Saved entries:
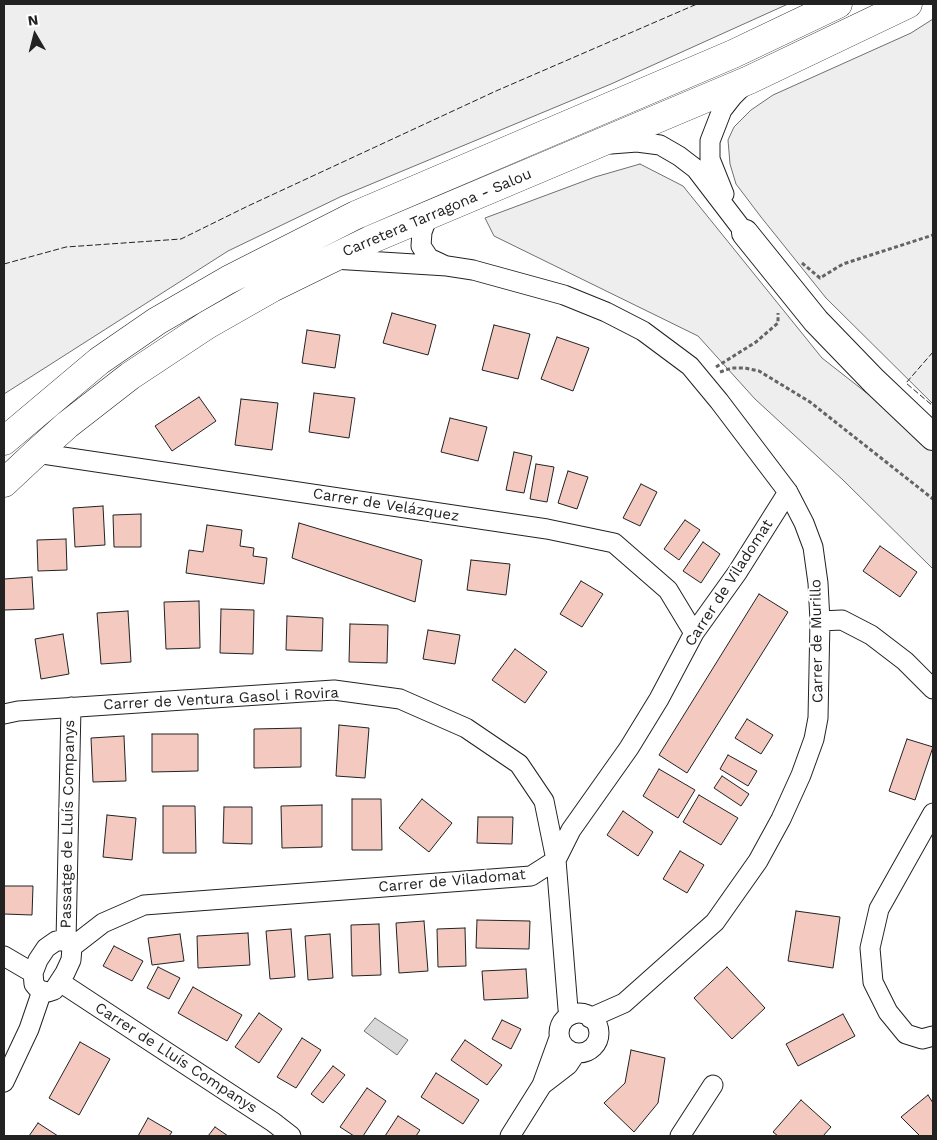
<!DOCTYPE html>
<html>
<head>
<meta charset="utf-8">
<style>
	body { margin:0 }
	#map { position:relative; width:937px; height:1140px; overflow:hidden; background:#fff; font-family:"Work Sans",sans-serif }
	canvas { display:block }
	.frame { position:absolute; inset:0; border:5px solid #222; pointer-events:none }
	.north { position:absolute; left:10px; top:10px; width:50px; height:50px; -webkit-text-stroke:4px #fff; paint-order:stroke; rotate:352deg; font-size:14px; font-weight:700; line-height:20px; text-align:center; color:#222 }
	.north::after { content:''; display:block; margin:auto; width:18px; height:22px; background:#222; clip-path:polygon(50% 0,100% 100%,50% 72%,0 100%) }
</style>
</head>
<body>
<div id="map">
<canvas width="937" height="1140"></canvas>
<div class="frame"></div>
<div class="north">N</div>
</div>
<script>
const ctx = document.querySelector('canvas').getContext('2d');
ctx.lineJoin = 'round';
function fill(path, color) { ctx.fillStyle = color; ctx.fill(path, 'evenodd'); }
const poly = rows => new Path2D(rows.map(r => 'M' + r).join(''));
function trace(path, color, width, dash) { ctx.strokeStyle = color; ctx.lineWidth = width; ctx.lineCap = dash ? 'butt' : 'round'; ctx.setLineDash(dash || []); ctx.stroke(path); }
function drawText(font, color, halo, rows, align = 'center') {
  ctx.font = font + ' "Work Sans",sans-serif'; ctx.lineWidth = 4; ctx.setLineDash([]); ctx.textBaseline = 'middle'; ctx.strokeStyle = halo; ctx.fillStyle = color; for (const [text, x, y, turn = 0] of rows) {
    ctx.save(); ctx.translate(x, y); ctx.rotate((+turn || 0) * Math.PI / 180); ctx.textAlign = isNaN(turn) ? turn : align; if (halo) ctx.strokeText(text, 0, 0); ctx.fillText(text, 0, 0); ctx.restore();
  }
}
const green = poly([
	[4,4,788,4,611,84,340,197,228,251,4,394,4,4],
	[933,19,933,404,826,298,761,217,736,184,730,164,728,140,734,127,751,110,773,95,911,33,933,19],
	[640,164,683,186,822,358,933,445,933,569,843,480,755,399,698,336,494,236,485,218,595,177,640,164]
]);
const water = poly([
	[375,1018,408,1040,397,1055,364,1031,375,1018]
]);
const building = poly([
	[392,313,436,325,428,355,383,343,392,313],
	[494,325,530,334,518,379,482,370,494,325],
	[307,330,340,335,335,368,302,363,307,330],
	[557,337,589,348,573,391,541,379,557,337],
	[314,393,355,398,349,438,309,432,314,393],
	[199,397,216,421,172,451,155,426,199,397],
	[241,399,278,403,272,450,235,445,241,399],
	[450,418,487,427,478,461,441,452,450,418],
	[514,452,532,456,524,493,506,490,514,452],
	[536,464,554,467,547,502,530,499,536,464],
	[568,471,588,477,577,509,558,503,568,471],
	[641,484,657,492,640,526,623,518,641,484],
	[103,506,105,545,75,547,73,508,103,506],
	[141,514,141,547,114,547,113,515,141,514],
	[685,520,700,530,679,560,664,549,685,520],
	[299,523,422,560,415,602,292,558,299,523],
	[207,525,242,530,240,546,254,548,253,556,267,558,264,584,186,573,189,550,203,552,207,525],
	[66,539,67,570,38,571,37,540,66,539],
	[703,542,720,554,701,583,683,571,703,542],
	[880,546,917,572,900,597,863,571,880,546],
	[471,560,510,564,506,595,467,590,471,560],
	[32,577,34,609,4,610,4,579,32,577],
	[581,581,603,594,582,627,560,614,581,581],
	[759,594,788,612,687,773,659,755,759,594],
	[199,601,200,648,166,649,164,602,199,601],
	[221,609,254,610,253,654,220,653,221,609],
	[128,611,131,662,101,664,97,613,128,611],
	[287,616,323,618,322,651,286,650,287,616],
	[350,624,388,625,387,663,349,662,350,624],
	[428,630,460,635,455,664,423,659,428,630],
	[63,634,69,674,41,679,35,639,63,634],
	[515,649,547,672,525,703,492,680,515,649],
	[747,719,773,735,761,754,735,738,747,719],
	[339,725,369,728,365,778,336,776,339,725],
	[301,728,301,767,254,768,254,729,301,728],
	[152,734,198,734,198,771,152,772,152,734],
	[124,736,126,781,93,782,91,738,124,736],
	[907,739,933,747,915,800,889,791,907,739],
	[728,755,757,771,748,786,720,769,728,755],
	[659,769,695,790,678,818,643,796,659,769],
	[722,776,749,794,741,806,714,788,722,776],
	[699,795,738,818,721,845,683,822,699,795],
	[352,799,381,799,382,850,352,850,352,799],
	[422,799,452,823,429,852,399,828,422,799],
	[322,805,322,847,282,848,281,806,322,805],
	[163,806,195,806,196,853,163,853,163,806],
	[224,807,252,807,252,844,223,843,224,807],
	[623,811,653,832,638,856,607,835,623,811],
	[107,815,136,818,132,860,103,857,107,815],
	[478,817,513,817,512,844,477,843,478,817],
	[680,851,704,865,687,893,663,879,680,851],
	[4,886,33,886,32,915,4,914,4,886],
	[796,911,840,917,833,968,788,961,796,911],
	[477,920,530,921,529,949,476,948,477,920],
	[424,921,428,971,399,973,396,923,424,921],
	[379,924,381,975,352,976,351,925,379,924],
	[465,928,466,966,438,967,437,929,465,928],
	[291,929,295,977,270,979,266,931,291,929],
	[248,933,250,965,198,968,197,936,248,933],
	[180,934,184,961,152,965,148,938,180,934],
	[330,934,333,978,308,980,305,936,330,934],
	[114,946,143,961,132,981,103,966,114,946],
	[158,967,180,978,169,999,147,988,158,967],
	[727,967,765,1008,732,1039,694,998,727,967],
	[526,969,528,998,484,1000,482,971,526,969],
	[193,987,242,1015,227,1041,178,1013,193,987],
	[259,1013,282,1029,259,1063,235,1047,259,1013],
	[843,1014,855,1036,798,1066,786,1044,843,1014],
	[502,1020,521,1029,511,1049,492,1039,502,1020],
	[302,1038,321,1050,296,1088,277,1077,302,1038],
	[465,1040,502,1065,487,1085,451,1060,465,1040],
	[80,1042,110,1059,79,1115,49,1098,80,1042],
	[631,1050,665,1058,658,1103,634,1132,604,1103,625,1083,631,1050],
	[333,1066,345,1075,323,1103,311,1094,333,1066],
	[436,1073,479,1100,463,1124,421,1097,436,1073],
	[367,1088,386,1101,363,1136,354,1136,340,1127,367,1088],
	[928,1095,933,1103,933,1136,920,1136,901,1117,928,1095],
	[801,1100,831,1127,823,1136,778,1136,773,1132,801,1100],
	[398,1116,420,1130,416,1136,385,1136,398,1116],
	[148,1118,172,1132,169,1136,138,1136,148,1118],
	[38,1123,58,1136,29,1136,38,1123],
	[215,1127,228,1136,208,1136,215,1127]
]);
const path = poly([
	[802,263,820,278,843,264,933,235],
	[716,367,756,342,778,323,778,313],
	[720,372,732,368,745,368,759,371,810,402,933,499]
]);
const street = poly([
	[611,144,637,142,660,145,679,156,696,169,745,233],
	[724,194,710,159,710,141,722,110,733,96,744,85],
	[428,216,422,232,421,246,429,258,444,265],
	[333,259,447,266,473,270,564,295,606,312,643,331,690,366,719,401,788,492,804,523,813,547,818,583,820,621,818,718,814,739,801,775,781,819,758,861,715,922,624,1003,590,1018],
	[36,453,547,529,614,543,668,590,694,633],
	[820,621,842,620,871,635,905,661,933,689],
	[4,714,18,711,334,690,400,699,466,728,519,764,544,801,556,860,568,1009,571,1015],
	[933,813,879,909,870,948,873,982,888,1012,906,1034,922,1039,933,1036],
	[56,941,66,941,72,947,71,960,65,973,54,990,48,992,39,990,34,984,33,973,38,960,46,948,56,941],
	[66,941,71,707],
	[72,947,103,923,144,905,531,876,556,860,571,830,629,748,659,699,694,633,737,573,788,492],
	[4,956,33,973],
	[60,982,273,1122,291,1136],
	'559 1033a20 20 0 1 1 40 0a20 20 0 1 1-40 0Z',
	[4,1082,29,1029,42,991],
	[542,1085,568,1065,576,1053],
	[510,1136,542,1085,559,1038],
	[680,1136,713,1085]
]);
const secondary = poly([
	[745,233,816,321,874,381,933,437]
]);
const primary = poly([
	[4,483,36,453]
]);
const highway = poly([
	[4,441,99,361,157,321,228,280,356,215,733,54,838,4],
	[36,453,67,425,130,376,207,325,272,288,370,240,749,80,908,4]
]);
const fence = poly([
	[4,264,66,247,181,239,248,206,496,91,697,4],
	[933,352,906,383,933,406]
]);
const streetNames = [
	["Carretera Tarragona - Salou",437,213,-23],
	["Carrer de Velázquez",386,505,9],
	["Carrer de Viladomat",729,583,-57],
	["Carrer de Murillo",817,641,-91],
	["Carrer de Ventura Gasol i Rovira",221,699,-3],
	["Passatge de Lluís Companys",68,824,-89],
	["Carrer de Viladomat",452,881,-5],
	["Carrer de Lluís Companys",176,1058,33]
];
fill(green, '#eee');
trace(green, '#6f6f6f', 1);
fill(water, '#d9d9d9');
trace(water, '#6f6f6f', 1);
fill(building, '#f3c9c0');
trace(building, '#222', 1);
trace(street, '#222', 21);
trace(secondary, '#222', 28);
trace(primary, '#222', 29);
trace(highway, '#222', 29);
trace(path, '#646464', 3, [4, 2.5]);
trace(street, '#fff', 19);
trace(secondary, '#fff', 26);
trace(primary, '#fff', 28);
trace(highway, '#fff', 28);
trace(fence, '#222', 1, [6, 2.5]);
drawText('15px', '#222', '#fff', streetNames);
</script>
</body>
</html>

◆ **Directions for this task**: Only the lines containing the string "canvas" are needed; pull them out of the records.

◆ **Solution for this task**:
	canvas { display:block }
<canvas width="937" height="1140"></canvas>
const ctx = document.querySelector('canvas').getContext('2d');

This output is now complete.